(Items from a dataset)
——————

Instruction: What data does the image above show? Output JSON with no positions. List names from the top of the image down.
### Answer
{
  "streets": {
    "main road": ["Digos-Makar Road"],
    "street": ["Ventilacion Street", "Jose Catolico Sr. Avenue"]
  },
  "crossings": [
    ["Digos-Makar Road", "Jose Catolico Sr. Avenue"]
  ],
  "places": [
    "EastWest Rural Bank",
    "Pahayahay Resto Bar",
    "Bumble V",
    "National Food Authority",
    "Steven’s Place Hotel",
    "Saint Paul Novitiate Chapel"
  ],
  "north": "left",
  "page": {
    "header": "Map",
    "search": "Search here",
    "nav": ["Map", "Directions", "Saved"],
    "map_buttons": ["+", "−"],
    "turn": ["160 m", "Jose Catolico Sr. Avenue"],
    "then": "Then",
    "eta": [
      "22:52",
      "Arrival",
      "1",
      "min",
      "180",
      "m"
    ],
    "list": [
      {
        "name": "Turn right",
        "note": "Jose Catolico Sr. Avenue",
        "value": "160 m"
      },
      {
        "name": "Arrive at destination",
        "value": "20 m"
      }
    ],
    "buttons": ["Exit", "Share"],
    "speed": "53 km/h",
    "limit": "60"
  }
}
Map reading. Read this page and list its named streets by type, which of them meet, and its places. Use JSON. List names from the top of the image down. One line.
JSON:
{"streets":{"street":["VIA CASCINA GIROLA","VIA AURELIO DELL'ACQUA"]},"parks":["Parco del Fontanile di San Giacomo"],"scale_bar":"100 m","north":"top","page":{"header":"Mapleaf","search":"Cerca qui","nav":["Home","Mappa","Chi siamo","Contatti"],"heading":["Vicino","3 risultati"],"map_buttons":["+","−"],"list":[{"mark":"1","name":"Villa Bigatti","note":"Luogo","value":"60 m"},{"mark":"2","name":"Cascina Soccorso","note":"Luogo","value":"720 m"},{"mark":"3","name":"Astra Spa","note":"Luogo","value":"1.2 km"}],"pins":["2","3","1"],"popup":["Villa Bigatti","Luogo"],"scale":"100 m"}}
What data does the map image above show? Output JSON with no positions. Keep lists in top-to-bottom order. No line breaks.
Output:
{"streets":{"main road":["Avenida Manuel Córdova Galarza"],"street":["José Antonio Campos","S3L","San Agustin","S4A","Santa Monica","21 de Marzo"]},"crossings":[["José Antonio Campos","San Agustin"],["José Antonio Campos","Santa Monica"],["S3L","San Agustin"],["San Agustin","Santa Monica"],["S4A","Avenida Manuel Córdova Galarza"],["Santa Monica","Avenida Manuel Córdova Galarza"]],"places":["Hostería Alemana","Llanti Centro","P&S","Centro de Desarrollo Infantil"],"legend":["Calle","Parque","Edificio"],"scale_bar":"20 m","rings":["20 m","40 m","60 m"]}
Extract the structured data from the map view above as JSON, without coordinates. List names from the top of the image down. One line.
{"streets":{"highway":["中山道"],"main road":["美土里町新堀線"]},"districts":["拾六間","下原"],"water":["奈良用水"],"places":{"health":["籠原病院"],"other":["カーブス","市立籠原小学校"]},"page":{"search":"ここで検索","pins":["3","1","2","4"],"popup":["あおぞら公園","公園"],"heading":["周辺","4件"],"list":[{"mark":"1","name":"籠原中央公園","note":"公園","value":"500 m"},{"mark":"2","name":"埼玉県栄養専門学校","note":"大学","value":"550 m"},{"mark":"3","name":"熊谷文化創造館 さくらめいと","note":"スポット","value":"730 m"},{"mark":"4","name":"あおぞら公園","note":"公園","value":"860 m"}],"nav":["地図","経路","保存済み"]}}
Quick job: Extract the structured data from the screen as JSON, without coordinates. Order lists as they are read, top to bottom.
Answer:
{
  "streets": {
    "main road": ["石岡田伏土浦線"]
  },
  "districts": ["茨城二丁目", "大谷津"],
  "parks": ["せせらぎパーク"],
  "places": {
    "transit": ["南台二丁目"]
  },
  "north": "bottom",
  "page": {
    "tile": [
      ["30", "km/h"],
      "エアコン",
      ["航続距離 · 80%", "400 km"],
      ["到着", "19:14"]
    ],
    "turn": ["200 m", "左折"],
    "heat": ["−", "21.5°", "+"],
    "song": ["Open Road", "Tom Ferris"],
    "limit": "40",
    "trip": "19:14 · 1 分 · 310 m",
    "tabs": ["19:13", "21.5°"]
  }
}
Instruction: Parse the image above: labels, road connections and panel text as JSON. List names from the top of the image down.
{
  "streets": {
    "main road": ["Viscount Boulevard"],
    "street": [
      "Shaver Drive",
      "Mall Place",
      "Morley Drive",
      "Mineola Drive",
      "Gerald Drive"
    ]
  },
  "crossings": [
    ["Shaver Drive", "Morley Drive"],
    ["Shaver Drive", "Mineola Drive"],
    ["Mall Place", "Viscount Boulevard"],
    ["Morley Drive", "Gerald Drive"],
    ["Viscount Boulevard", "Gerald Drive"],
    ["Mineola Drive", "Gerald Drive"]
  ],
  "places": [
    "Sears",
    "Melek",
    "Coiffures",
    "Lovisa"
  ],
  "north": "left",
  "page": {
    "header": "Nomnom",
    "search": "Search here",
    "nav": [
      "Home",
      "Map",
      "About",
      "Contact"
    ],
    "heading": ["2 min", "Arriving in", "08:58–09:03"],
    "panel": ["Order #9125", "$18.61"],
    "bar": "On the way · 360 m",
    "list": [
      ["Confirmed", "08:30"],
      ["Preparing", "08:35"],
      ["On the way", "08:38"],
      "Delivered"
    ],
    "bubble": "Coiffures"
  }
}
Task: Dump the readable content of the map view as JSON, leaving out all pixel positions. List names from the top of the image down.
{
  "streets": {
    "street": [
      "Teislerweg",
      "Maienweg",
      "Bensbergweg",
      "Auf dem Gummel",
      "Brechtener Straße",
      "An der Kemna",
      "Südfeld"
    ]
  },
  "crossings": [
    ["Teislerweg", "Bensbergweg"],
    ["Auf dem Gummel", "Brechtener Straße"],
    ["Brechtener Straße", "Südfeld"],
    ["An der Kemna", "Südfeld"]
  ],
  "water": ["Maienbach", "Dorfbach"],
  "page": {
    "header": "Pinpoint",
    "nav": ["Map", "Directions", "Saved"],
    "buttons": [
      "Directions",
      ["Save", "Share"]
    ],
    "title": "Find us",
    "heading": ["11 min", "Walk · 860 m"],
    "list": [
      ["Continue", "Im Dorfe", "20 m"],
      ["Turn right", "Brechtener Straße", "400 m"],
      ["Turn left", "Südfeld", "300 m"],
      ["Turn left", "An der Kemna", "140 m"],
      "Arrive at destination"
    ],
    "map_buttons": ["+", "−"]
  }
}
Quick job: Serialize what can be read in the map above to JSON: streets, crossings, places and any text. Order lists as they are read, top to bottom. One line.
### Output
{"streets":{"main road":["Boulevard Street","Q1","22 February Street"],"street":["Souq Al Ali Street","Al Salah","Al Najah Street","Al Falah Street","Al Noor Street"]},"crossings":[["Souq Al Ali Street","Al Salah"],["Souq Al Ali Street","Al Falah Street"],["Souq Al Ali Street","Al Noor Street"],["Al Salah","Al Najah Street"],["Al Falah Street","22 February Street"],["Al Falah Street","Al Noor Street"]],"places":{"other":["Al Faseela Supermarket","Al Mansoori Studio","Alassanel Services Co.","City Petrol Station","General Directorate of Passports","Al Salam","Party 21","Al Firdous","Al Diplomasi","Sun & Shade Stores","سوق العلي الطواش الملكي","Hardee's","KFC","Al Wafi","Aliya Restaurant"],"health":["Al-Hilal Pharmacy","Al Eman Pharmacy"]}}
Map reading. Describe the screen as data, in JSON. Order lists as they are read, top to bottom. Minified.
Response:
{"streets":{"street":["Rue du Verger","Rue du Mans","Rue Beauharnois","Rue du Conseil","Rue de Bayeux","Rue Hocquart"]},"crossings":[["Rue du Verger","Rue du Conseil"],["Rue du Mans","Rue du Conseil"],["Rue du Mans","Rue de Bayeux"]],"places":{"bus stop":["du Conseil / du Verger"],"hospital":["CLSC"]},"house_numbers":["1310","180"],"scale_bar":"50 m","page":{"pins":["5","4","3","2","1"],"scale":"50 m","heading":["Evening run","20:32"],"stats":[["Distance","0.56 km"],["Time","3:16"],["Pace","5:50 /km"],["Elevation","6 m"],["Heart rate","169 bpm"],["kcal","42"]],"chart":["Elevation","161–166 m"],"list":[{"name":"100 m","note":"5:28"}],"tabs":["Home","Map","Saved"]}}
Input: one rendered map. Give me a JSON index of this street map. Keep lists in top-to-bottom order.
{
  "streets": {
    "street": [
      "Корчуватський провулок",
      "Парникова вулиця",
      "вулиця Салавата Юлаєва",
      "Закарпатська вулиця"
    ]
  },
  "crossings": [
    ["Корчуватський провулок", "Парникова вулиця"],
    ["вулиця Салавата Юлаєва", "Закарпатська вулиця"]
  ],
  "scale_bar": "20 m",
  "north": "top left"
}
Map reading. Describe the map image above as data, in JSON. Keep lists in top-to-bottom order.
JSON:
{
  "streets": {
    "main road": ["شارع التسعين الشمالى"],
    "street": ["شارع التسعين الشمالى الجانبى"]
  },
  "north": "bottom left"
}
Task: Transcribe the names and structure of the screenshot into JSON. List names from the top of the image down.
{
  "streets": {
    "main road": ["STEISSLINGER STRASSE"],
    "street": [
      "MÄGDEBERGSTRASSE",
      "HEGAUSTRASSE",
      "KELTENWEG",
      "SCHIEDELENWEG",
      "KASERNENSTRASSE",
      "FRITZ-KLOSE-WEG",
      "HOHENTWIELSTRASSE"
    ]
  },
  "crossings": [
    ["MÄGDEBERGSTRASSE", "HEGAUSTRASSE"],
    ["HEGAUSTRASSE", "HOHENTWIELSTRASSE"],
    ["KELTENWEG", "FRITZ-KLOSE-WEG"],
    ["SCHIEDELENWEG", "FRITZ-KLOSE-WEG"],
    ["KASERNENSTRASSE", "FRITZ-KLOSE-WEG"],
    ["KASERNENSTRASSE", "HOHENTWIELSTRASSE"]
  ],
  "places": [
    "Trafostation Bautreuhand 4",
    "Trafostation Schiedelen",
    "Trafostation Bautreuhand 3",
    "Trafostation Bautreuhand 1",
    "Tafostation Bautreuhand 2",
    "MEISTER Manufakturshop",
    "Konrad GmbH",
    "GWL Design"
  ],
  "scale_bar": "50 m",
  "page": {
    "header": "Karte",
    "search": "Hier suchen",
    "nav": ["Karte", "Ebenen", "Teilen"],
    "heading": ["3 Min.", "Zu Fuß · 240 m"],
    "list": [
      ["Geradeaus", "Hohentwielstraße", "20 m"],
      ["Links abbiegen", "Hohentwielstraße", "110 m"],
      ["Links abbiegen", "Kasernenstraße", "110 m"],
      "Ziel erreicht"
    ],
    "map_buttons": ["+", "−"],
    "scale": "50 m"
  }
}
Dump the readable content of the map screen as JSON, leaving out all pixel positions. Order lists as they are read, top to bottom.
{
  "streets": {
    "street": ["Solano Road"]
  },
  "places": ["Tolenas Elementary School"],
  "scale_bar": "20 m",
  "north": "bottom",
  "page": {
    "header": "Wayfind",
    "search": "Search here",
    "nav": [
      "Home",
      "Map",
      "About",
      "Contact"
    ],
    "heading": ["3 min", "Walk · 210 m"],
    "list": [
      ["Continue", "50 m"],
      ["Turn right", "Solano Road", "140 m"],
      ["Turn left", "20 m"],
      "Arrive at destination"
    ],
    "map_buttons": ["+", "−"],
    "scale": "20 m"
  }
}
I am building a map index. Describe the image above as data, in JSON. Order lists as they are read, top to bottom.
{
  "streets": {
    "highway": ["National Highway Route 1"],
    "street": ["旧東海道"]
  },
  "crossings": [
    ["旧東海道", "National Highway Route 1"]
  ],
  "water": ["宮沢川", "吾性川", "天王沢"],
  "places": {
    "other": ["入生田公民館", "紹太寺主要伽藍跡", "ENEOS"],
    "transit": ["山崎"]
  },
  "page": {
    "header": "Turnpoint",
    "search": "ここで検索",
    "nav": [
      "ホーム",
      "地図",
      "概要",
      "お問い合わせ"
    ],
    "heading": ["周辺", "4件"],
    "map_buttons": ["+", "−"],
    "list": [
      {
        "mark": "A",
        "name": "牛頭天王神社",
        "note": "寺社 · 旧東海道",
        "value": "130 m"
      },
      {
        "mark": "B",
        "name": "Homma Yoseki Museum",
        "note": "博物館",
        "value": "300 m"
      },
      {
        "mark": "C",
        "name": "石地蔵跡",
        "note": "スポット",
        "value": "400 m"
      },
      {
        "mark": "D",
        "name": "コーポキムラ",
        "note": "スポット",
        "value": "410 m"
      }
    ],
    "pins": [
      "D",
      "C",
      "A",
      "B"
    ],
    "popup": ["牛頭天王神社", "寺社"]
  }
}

——————

**Problem:**
Only a number is expected here: the tally of lines above that contain "Quick". Please write nothing more.

**Response:**
2